Emerging growth company ?
If an emerging growth company, indicate by check mark if the registrant has elected not to use the extended transition period for complying with any new or revised financial accounting standards provided pursuant to Section 13(a) of the Exchange Act. ?
Item 1.01 Entry into a Material Definitive Agreement.
On December 31, 2022, the Company announced the Stock Purchase Agreement (“Agreement”) under which the Company acquired a 50.10% equity interest in New Star Capital Trading Ltd., a British Virgin Island company (“New Star”) and its operating subsidiary NSFX Ltd (“NSFX”). NSFX is an online trading brokerage firm regulated by the Malta Financial Services Authority (MFSA). The Company will assume a business acquisition loan liability of $350,000 to purchase the controlling interest in NSFX. The Company amended the Agreement to February 28, 2023, but not later than June 30, 2023, to comply with the BVI Companies Act requirement for the change of ownership. The Company expects to consolidate the fair value of NSFX’s assets and liabilities on or after February 28, 2023.

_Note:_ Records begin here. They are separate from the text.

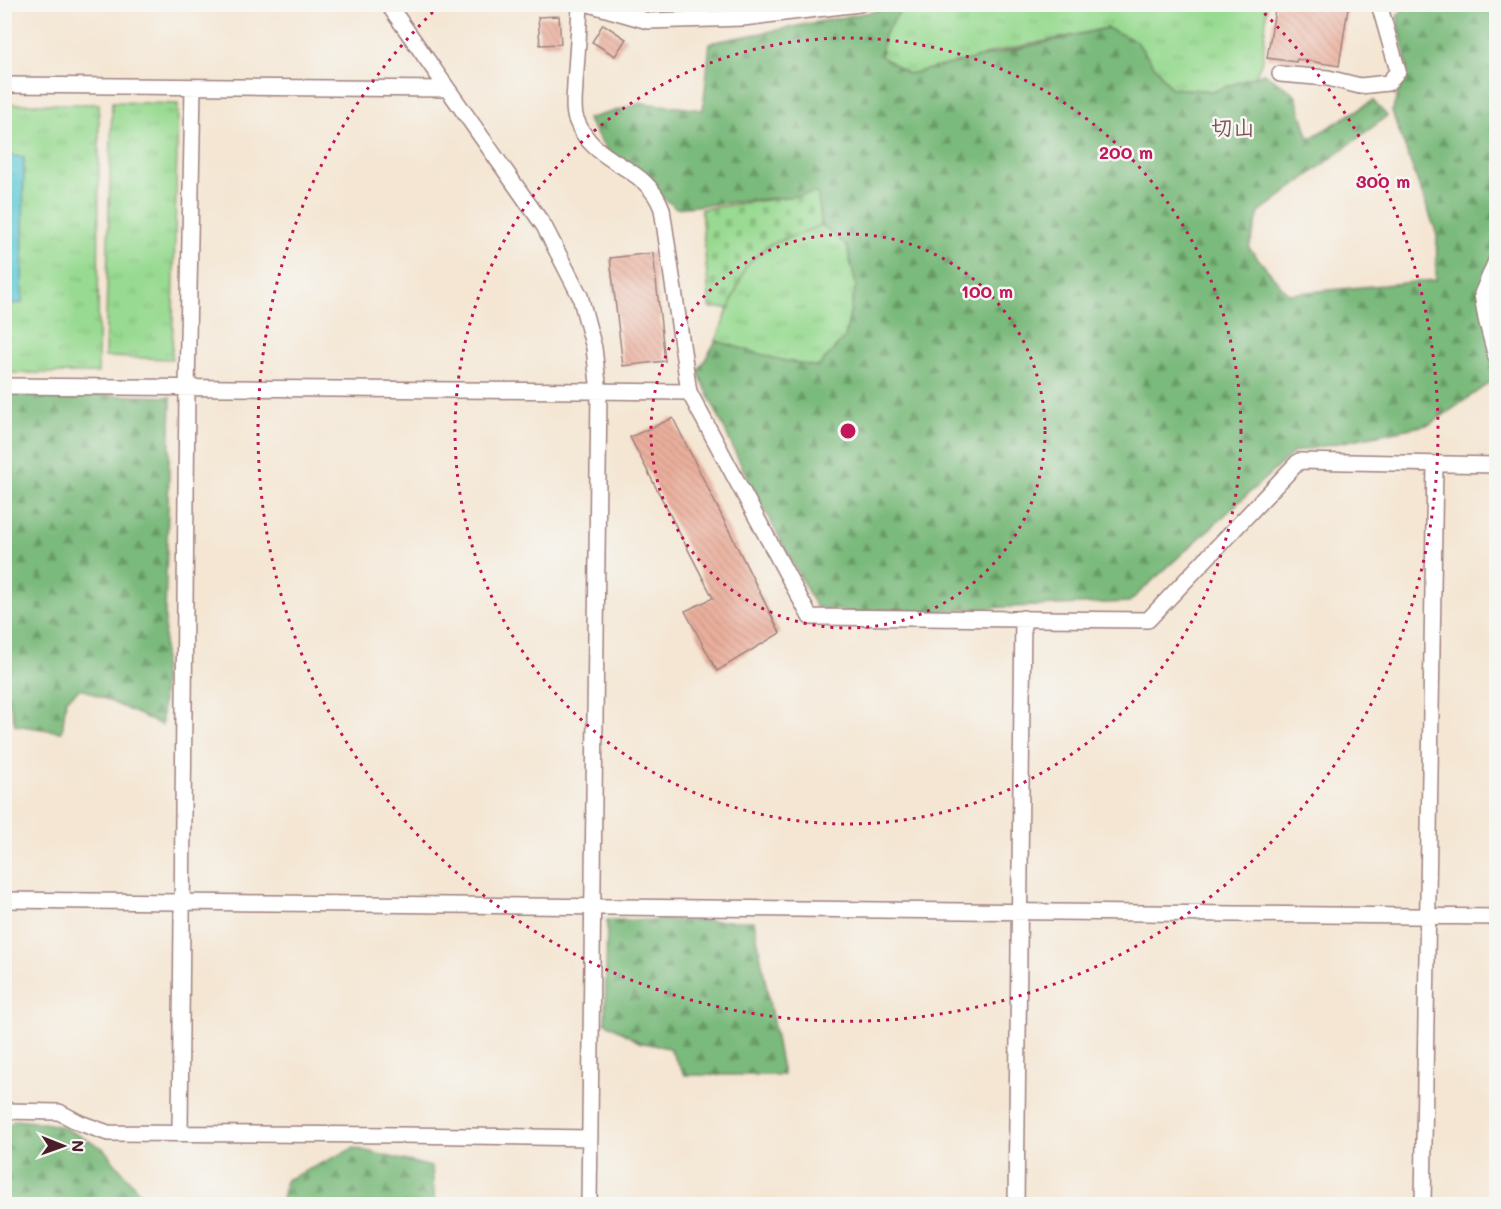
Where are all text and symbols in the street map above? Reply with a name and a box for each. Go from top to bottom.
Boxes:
district label: 切山 [1211,112,1255,141]
text: 200 m [1099,140,1153,164]
text: 300 m [1356,169,1410,193]
text: 100 m [961,279,1013,303]
centre of rings [838,421,858,441]
north arrow [33,1116,93,1176]
text: N [68,1140,89,1153]

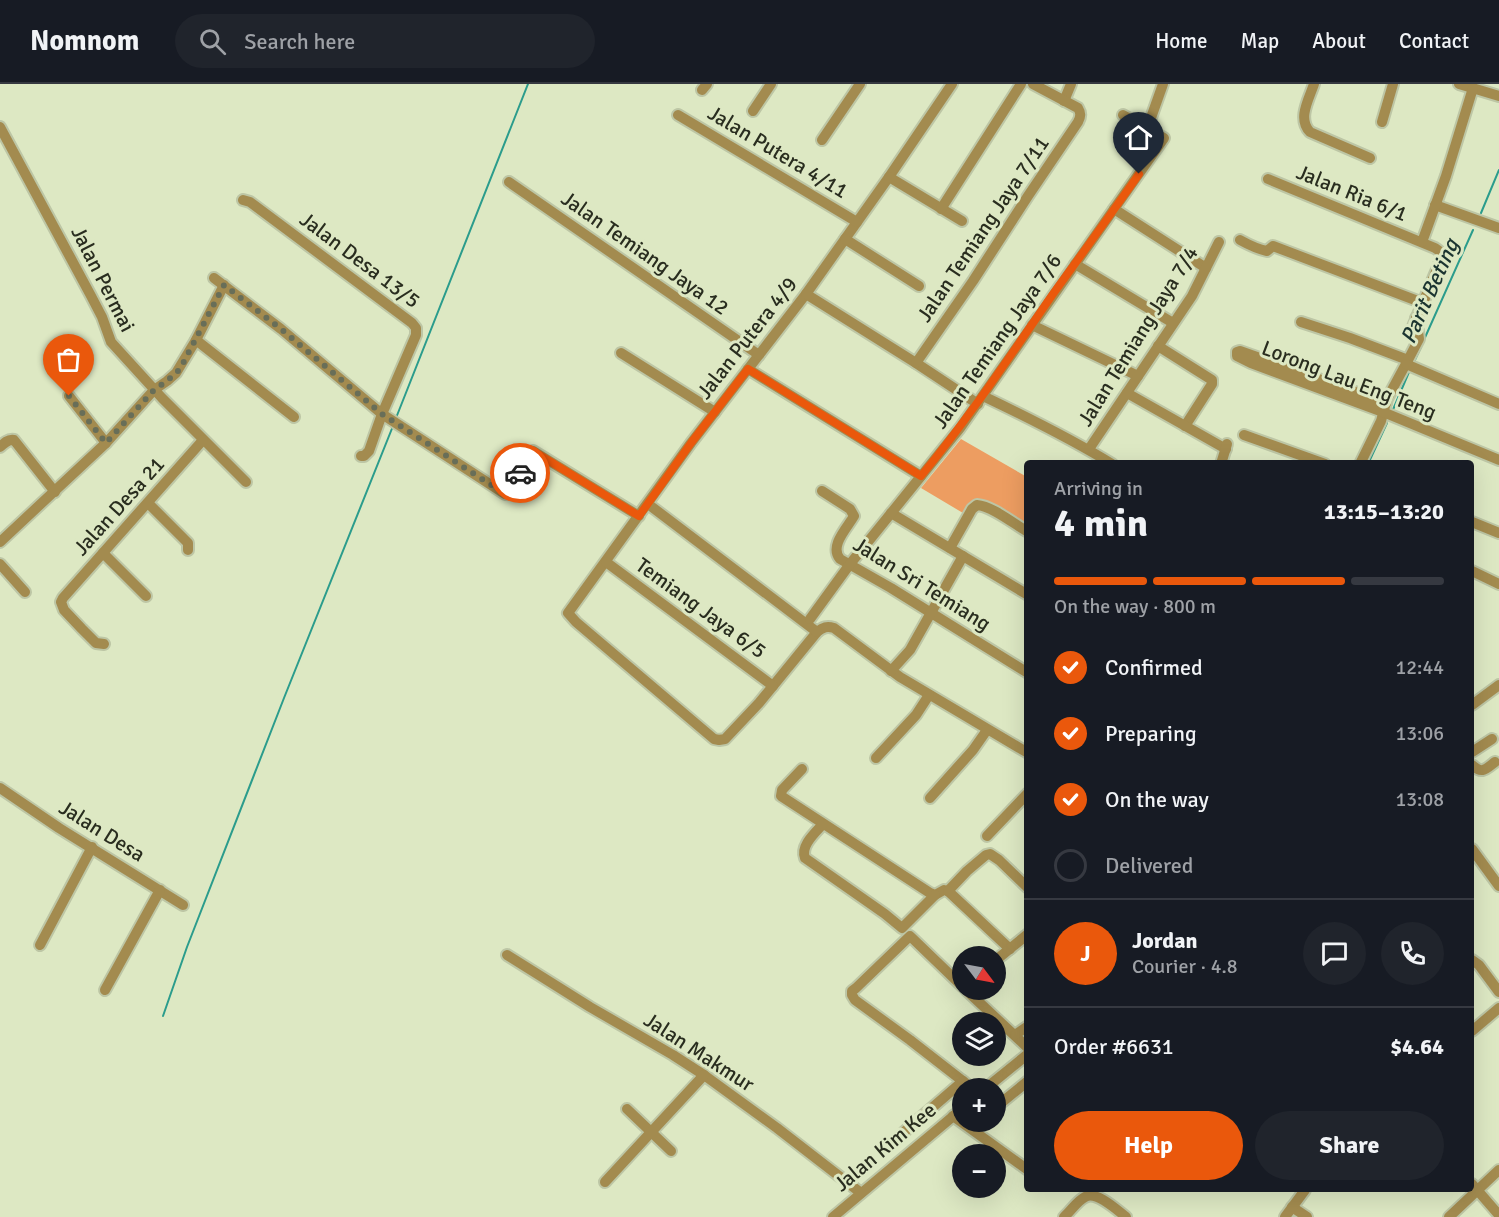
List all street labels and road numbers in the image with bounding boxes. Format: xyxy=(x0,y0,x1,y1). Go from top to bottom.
street label: Jalan Putera 4/11 xyxy=(703,100,853,204)
street label: Jalan Temiang Jaya 7/11 xyxy=(911,131,1055,327)
street label: Jalan Ria 6/1 xyxy=(1293,159,1411,227)
street label: Jalan Temiang Jaya 12 xyxy=(556,185,734,321)
street label: Jalan Desa 13/5 xyxy=(295,206,425,314)
street label: Jalan Permai xyxy=(65,222,141,336)
street label: Jalan Temiang Jaya 7/4 xyxy=(1072,241,1204,431)
street label: Jalan Temiang Jaya 7/6 xyxy=(927,249,1067,433)
street label: Jalan Putera 4/9 xyxy=(691,272,803,404)
street label: Lorong Lau Eng Teng xyxy=(1258,335,1440,425)
street label: Jalan Desa 21 xyxy=(68,451,170,561)
street label: Jalan Sri Temiang xyxy=(848,531,996,637)
street label: Temiang Jaya 6/5 xyxy=(631,552,771,664)
street label: Jalan Desa xyxy=(54,794,150,868)
street label: Jalan Makmur xyxy=(639,1007,759,1098)
street label: Jalan Kim Kee xyxy=(829,1097,941,1197)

NSFX has furnished the Company with its audited balance sheet for the fiscal year ending November 30, 2021, and 2020 (the “Balance Sheet Date”). NSFX provided the related audited statements of operations, stockholders’ equity, and cash flows for the fiscal years ending November 30, 2021, and 2020. NSFX has no liabilities other than (i) liabilities reflected in the financial statements and (ii) liabilities incurred in the ordinary course of business since the balance sheet date. PricewaterhouseCoopers (PwC) is the auditor of NSFX.
NSFX is authorized to deal with its account (market maker) as a Category 3 licensed entity by the MFSA, receive and transmit orders for retail and professional clients, and hold and control clients’ money and assets. NSFX trading platform services in the English, French, German, Italian, and Arabic-speaking markets, whereby customers can trade in currency, commodity, equity, and cryptocurrency-linked derivatives in real time.
The Company has provided technical support and brokerage consulting to all NSFX trading infrastructure since August 2016.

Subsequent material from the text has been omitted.